_What is being asked_.
Copy out every line of the records in which "restaurant" can be found.

(Stored dataset items)
# # # # # # #

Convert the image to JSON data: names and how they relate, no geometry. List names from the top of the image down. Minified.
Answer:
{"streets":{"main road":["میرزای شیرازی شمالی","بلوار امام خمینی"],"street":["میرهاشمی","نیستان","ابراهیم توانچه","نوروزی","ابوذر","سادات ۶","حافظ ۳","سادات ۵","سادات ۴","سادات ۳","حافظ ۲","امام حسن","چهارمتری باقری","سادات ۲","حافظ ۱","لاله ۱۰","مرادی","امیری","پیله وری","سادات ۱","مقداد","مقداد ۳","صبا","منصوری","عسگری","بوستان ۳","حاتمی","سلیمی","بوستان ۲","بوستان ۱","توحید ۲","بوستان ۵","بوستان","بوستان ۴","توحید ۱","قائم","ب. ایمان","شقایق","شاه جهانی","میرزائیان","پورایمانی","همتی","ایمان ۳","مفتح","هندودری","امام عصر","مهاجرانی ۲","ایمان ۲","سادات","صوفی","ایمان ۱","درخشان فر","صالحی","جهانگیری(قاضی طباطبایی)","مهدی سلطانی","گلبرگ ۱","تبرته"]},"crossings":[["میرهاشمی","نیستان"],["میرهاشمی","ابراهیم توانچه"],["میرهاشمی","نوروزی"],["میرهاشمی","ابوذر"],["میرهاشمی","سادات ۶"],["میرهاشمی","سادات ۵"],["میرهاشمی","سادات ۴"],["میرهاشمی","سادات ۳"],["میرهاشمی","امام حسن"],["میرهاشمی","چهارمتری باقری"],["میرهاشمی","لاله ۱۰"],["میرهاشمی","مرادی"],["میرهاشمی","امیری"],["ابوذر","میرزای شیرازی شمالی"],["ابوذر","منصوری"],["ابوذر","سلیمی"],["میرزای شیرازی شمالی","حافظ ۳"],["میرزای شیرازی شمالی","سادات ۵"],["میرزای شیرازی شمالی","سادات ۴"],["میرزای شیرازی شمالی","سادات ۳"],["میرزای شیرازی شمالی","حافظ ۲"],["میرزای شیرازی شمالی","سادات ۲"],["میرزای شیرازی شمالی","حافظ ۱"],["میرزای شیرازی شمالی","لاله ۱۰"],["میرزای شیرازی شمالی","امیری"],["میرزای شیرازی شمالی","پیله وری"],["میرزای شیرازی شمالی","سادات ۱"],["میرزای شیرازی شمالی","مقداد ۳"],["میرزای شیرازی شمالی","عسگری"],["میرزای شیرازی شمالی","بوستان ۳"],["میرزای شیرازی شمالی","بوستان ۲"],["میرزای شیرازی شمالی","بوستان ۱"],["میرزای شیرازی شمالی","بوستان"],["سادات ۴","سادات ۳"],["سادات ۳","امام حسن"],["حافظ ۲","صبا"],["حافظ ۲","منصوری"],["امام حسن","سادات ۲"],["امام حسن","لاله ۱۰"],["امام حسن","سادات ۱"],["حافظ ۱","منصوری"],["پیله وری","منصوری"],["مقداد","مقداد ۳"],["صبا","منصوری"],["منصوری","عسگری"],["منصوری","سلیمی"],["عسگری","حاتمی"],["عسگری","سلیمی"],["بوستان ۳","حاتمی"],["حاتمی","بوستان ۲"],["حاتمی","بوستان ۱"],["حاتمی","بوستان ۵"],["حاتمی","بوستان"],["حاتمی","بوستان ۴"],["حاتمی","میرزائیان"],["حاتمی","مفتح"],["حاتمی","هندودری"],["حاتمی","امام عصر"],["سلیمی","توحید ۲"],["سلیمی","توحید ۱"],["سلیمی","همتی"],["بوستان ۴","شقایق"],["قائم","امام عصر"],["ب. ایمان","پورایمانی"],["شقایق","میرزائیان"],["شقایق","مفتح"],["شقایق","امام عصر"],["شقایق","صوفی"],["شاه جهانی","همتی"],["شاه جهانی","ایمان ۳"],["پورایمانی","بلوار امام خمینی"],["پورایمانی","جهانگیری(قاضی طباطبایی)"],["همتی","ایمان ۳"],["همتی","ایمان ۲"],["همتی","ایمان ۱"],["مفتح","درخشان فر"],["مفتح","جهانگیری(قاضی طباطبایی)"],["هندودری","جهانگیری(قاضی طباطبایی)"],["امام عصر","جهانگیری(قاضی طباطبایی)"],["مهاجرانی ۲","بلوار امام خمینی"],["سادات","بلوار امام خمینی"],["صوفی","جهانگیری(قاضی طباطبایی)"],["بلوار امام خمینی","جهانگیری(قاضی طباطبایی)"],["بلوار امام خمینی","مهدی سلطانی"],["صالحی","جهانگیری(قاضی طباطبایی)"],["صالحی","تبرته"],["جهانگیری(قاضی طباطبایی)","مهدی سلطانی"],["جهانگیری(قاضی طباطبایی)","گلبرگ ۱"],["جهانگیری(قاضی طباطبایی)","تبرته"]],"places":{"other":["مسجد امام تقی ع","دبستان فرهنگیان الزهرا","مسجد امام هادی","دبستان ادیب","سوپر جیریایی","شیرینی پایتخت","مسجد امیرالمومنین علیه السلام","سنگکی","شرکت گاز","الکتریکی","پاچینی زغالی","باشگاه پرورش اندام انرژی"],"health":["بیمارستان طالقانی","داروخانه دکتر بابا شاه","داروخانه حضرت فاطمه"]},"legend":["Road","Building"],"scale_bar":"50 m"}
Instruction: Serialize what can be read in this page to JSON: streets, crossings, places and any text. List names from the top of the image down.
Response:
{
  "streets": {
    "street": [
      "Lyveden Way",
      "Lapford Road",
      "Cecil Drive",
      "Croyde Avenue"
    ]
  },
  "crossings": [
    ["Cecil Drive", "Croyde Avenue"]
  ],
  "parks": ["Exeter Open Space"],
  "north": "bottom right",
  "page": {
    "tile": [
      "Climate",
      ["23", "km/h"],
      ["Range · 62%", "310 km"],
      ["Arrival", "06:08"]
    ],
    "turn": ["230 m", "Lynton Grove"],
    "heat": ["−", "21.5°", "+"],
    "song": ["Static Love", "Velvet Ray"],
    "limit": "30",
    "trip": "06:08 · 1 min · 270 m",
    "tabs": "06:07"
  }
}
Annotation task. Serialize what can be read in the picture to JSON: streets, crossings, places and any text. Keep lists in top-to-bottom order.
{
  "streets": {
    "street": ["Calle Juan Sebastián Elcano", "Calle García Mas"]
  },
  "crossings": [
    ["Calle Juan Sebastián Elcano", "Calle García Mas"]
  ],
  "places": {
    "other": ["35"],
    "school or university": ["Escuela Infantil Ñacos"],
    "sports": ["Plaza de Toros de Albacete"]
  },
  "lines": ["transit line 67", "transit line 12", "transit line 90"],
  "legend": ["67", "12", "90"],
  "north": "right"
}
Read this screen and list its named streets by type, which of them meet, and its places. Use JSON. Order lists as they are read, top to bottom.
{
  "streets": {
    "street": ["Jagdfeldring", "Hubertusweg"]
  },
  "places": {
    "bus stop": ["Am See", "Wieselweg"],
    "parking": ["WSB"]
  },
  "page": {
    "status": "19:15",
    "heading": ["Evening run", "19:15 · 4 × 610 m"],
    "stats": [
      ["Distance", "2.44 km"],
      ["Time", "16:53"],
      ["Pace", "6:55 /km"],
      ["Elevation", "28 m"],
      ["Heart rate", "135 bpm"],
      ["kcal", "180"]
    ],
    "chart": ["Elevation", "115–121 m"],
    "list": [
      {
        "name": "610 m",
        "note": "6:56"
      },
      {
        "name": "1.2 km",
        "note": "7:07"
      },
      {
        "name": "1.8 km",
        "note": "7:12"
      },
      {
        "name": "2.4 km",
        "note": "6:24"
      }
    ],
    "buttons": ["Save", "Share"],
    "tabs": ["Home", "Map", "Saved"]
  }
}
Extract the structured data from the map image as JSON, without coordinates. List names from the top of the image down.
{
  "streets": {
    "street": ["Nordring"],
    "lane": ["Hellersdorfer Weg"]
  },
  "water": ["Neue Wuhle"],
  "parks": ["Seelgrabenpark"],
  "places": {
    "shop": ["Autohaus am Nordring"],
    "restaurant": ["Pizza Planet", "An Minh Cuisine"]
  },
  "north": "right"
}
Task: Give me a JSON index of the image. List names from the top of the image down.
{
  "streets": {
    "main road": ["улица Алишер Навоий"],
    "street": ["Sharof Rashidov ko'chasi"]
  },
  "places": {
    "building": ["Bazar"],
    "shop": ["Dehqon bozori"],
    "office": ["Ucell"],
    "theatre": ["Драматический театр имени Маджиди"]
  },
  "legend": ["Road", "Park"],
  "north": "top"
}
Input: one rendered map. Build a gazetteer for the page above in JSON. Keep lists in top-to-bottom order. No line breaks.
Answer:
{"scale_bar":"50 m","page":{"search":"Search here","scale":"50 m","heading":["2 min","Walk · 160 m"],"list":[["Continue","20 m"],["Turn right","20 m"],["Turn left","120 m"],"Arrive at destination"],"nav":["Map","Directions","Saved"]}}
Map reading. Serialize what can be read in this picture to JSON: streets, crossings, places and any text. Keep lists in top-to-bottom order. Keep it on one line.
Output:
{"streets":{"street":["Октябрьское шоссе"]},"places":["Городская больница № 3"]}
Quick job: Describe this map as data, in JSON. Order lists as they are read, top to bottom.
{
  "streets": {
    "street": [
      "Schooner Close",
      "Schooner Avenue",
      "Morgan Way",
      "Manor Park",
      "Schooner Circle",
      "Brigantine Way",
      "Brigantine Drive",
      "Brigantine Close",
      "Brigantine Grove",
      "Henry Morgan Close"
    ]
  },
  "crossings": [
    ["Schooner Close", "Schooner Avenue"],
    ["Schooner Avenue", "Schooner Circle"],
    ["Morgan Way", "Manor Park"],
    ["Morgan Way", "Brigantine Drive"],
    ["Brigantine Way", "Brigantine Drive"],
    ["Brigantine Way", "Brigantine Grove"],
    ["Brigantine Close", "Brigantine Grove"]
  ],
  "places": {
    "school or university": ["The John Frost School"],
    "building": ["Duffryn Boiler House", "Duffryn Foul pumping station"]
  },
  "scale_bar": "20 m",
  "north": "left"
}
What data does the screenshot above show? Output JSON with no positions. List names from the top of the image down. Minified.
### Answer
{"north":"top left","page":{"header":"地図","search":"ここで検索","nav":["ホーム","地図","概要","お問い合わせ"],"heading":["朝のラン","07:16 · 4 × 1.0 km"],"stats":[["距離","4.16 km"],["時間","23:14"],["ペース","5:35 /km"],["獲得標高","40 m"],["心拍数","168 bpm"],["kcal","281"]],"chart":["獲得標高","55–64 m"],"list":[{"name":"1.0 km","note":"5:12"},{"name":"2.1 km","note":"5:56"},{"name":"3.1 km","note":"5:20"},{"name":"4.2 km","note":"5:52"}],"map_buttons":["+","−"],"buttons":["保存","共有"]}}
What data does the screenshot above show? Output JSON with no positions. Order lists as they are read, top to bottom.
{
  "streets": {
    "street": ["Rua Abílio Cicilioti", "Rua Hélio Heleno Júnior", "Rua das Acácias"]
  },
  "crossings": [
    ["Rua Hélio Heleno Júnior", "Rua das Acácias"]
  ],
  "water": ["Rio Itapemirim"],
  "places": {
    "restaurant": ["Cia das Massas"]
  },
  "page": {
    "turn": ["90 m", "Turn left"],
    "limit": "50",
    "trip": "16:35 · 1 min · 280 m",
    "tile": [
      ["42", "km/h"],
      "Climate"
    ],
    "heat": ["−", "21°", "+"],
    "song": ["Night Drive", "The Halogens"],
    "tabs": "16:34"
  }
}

# # # # # # #

_Result of this task_.
    "restaurant": ["Pizza Planet", "An Minh Cuisine"]
    "restaurant": ["Cia das Massas"]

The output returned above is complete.